EXERCISE. Return, from the data that follows, each line that holds the word "sizing".

___ DATA PROVIDED ___

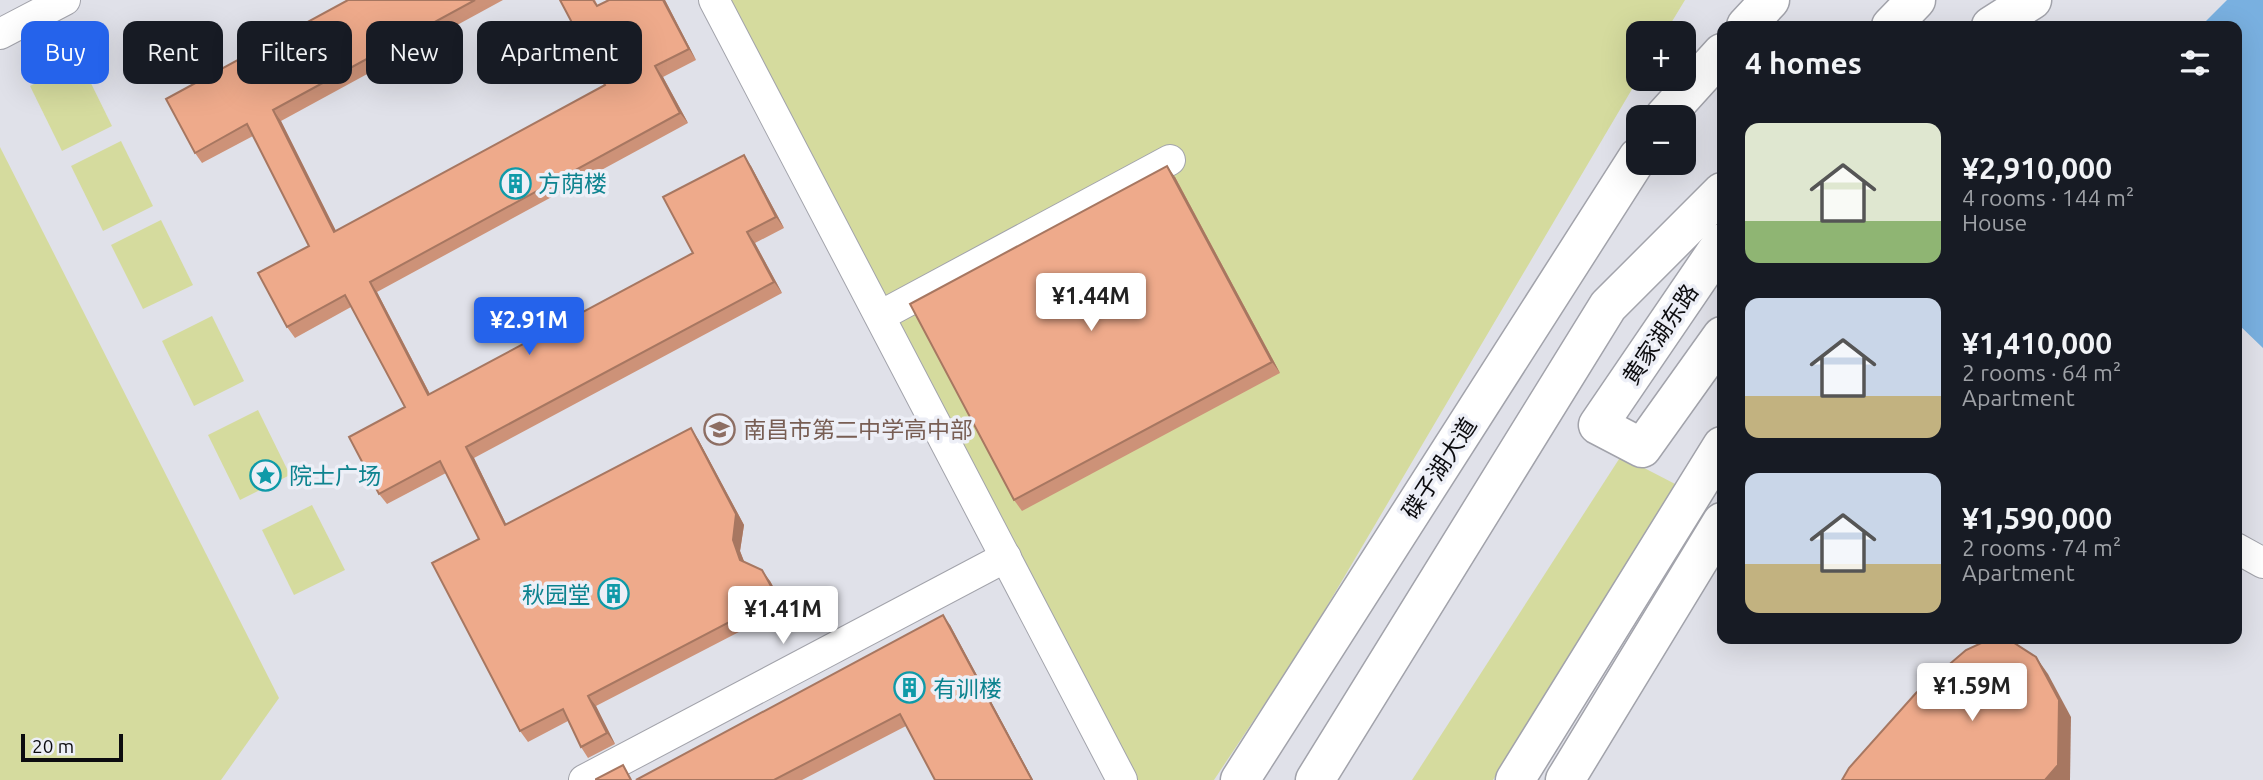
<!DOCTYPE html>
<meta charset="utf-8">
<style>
:root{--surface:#171b24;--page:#20242c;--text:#f1f3f6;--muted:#9ea1a6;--accent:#2563eb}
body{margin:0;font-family:Ubuntu,"Noto Sans SC",sans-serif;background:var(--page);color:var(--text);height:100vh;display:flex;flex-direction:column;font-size:26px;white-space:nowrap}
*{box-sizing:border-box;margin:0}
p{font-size:23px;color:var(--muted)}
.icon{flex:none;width:38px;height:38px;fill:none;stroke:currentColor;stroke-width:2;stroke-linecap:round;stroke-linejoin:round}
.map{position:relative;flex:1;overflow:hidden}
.sheet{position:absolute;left:1717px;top:21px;width:525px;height:623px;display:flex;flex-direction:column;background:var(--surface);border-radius:14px;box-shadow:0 7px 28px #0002}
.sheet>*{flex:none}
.guide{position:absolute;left:21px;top:21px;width:665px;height:63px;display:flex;gap:14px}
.buttons{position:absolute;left:1626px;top:21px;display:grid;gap:14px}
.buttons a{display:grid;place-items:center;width:70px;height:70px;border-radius:14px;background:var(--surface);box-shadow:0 7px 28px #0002;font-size:35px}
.scale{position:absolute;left:21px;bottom:18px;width:102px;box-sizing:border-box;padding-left:7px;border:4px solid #0c0c0f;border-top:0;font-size:19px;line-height:24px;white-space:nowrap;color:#0c0c0f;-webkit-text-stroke:5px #edeff7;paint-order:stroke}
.price{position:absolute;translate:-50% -60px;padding:0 16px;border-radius:7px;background:#fff;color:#222;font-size:23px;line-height:46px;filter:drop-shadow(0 2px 4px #0008)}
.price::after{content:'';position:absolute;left:50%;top:42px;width:21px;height:16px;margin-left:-10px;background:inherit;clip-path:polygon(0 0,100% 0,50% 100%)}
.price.on{background:var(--accent);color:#fff}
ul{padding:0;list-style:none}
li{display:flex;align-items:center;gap:21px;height:175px;padding:0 28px}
li span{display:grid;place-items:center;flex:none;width:196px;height:140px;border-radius:14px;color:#555}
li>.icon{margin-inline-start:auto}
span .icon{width:84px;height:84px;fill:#fffc;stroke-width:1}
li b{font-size:30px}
h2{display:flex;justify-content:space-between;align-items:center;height:84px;padding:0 28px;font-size:30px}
.tag{padding:0 24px;border-radius:14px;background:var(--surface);box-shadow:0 7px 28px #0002;font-size:24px;line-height:63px}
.tag.on{background:var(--accent);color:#fff}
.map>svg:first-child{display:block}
.green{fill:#d5db9e}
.water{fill:#79b0e0}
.pier{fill:#e0e1e9}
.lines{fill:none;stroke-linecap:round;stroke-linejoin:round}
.minor-casing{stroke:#a2a3ab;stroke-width:32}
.secondary-casing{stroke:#a2a3ab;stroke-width:41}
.trunk-casing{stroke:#a2a3ab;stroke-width:41}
.minor{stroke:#fff;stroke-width:30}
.secondary{stroke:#fff;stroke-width:38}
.trunk{stroke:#fff;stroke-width:38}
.wall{fill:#cd9278}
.shaded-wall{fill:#a77761}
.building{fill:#eeaa8b;stroke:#a77761;stroke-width:2}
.labels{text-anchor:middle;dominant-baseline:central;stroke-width:7;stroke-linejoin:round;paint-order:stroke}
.culture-label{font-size:23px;fill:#0d838f;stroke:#edeff7;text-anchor:start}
.street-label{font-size:23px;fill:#0c0c0f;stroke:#edeff7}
.education-label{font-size:23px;fill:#785e54;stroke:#edeff7;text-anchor:start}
</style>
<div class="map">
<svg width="2263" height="780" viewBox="0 0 2263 780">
<rect width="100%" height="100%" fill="#e0e1e9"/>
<g class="green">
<polygon points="727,0 1685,0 1665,33 1638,33 1638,79 1307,640 1214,780 1130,780"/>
<polygon points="80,61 112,126 62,151 30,86"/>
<polygon points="121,141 153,206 103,231 71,166"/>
<polygon points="0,147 279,698 221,780 0,780"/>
<polygon points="161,220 193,285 143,309 111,245"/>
<polygon points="212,316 244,381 194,406 162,341"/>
<polygon points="258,410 290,475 240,500 208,435"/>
<polygon points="1621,456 1679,486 1493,780 1412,780"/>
<polygon points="312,505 345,570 294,595 262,530"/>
</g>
<polygon class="water" points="2129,0 2263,0 2263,348 2237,323 2236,26 2105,26"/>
<polygon class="pier" points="2124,0 2227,0 2201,26 2102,26"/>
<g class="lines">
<defs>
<g id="minor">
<polyline points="714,0 1122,780"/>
<polyline points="0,34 65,0"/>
<polyline points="880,316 1170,160"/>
<polyline points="2236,548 2263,563"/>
<polyline points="584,780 1006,557"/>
</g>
<g id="secondary">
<polyline points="1746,26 1770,0"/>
<polyline points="1664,117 1722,53"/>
<polyline points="1240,780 1638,157"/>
<polyline points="1565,780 1722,522"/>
</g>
<g id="trunk">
<polyline points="1891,26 1916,0"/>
<polyline points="1991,26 2032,0"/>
<polyline points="1722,243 1598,425 1642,448 1722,336"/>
<polyline points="1315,780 1608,306 1722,192"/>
<polyline points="1515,780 1722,446"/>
</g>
</defs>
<use href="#minor" class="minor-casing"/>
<use href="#secondary" class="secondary-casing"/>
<use href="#trunk" class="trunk-casing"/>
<use href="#minor" class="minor"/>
<use href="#secondary" class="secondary"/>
<use href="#trunk" class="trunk"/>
</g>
<g class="wall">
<polygon points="348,0 503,0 281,121 336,231 605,85 560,0 595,0 598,6 665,0 696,60 663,77 688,123 377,292 430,394 693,253 751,166 784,228 755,243 782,293 474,458 506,524 698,439 744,525 740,551 744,562 770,581 785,608 596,706 615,744 588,758 581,747 568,721 528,742 520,731 479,539 446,473 387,504 379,494 405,407 351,307 295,338 287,327 309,246 253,136 202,163 195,153"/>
<polygon points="1175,177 1280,373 1022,511 1014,500"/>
<polygon points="950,625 1033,780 935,780 906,726 802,780 636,780"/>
</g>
<g class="shaded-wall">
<polygon points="663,0 665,0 696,60 689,49"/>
<polygon points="655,66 663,77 688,123 680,113"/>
<polygon points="273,110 281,121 342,243 334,232"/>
<polygon points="744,155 751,166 784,228 776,217"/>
<polygon points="1167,166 1175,177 1280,373 1272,362"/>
<polygon points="747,232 755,243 782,293 774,282"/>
<polygon points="370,282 377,292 436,406 428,395"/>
<polygon points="691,428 698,439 744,525 740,551 748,571 740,560"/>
<polygon points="466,447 474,458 512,536 505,525"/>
<polygon points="762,570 770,581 785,608 777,597"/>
<polygon points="943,615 950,625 1033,780 1032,780"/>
<polygon points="2036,657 2048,674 2071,717 2070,780 2045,780"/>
<polygon points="588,696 596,706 615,744 607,733"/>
</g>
<g class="building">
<polygon points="348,0 475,0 273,110 334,232 605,85 560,0 593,0 597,6 609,0 663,0 689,49 655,66 680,113 370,282 428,395 693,253 663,197 744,155 776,217 747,232 774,282 466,447 505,525 691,428 736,514 733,540 740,560 762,570 777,597 588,696 607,733 581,747 563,709 520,731 432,563 479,539 440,461 379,494 349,437 405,407 345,295 287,327 258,273 309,246 247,124 195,153 166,99"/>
<polygon points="1167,166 1272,362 1014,500 910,304"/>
<polygon points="943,615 1032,780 935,780 900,714 774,780 636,780"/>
<polygon points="1990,639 2008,639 2036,657 2059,700 2058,765 2045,780 1842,780 1849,768 1916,693 1966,650"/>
<polygon points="623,765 631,780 596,780 596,779"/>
</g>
<defs>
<symbol id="building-ring" viewBox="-11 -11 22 22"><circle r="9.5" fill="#edeff7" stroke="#0f9aa8" stroke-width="1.5"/><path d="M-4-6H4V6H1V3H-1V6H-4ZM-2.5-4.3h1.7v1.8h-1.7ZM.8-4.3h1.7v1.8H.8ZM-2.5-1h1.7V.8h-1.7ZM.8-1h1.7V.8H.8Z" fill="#0f9aa8"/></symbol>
<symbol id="school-ring" viewBox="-11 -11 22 22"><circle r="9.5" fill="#edeff7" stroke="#8d6e63" stroke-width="1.5"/><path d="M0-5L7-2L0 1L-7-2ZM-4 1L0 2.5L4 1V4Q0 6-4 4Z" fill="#8d6e63"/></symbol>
<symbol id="sight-ring" viewBox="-11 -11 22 22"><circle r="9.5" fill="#edeff7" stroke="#0f9aa8" stroke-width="1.5"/><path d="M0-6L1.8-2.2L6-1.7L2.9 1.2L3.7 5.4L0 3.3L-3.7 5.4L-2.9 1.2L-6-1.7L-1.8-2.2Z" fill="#0f9aa8"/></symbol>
</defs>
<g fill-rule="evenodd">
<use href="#building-ring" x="498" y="166" width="35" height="35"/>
<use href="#school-ring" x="702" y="412" width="35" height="35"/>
<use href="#sight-ring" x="248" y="458" width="35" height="35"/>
<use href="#building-ring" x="596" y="576" width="35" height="35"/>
<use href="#building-ring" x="892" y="670" width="35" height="35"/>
</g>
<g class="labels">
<g class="culture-label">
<text x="538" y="183">方荫楼</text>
<text x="289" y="475">院士广场</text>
<text x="591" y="594" text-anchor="end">秋园堂</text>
<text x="933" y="688">有训楼</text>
</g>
<g class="street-label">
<text transform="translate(1660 334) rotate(-56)">黄家湖东路</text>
<text transform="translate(1439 468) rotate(-57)">碟子湖大道</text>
</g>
<g class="education-label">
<text x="743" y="429">南昌市第二中学高中部</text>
</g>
</g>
</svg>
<div class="buttons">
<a>+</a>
<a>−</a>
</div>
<div class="scale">20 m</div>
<b class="price" style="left:1091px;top:333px">¥1.44M</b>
<b class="price on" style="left:529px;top:357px">¥2.91M</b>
<b class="price" style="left:783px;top:646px">¥1.41M</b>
<b class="price" style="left:1972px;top:723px">¥1.59M</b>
<div class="guide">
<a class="tag on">Buy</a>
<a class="tag">Rent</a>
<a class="tag">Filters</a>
<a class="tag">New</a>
<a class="tag">Apartment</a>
</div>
<section class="sheet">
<h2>4 homes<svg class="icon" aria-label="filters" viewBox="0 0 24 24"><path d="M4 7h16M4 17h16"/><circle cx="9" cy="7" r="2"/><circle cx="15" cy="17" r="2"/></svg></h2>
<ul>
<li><span style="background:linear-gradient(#dfe7d0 70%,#8fb573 0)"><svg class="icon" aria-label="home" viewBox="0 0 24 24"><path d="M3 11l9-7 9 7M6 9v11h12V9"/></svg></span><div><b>¥2,910,000</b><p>4 rooms · 144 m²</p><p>House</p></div></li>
<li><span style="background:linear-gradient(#c9d6e8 70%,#c2b280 0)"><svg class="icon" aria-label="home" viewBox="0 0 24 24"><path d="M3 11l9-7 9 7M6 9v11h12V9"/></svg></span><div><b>¥1,410,000</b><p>2 rooms · 64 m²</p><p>Apartment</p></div></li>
<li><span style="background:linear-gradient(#c9d6e8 65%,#c2b280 0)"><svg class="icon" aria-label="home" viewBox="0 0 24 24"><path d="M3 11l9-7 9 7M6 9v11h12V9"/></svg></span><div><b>¥1,590,000</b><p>2 rooms · 74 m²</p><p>Apartment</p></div></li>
</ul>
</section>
</div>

___

YOUR SOLUTION.
*{box-sizing:border-box;margin:0}
.scale{position:absolute;left:21px;bottom:18px;width:102px;box-sizing:border-box;padding-left:7px;border:4px solid #0c0c0f;border-top:0;font-size:19px;line-height:24px;white-space:nowrap;color:#0c0c0f;-webkit-text-stroke:5px #edeff7;paint-order:stroke}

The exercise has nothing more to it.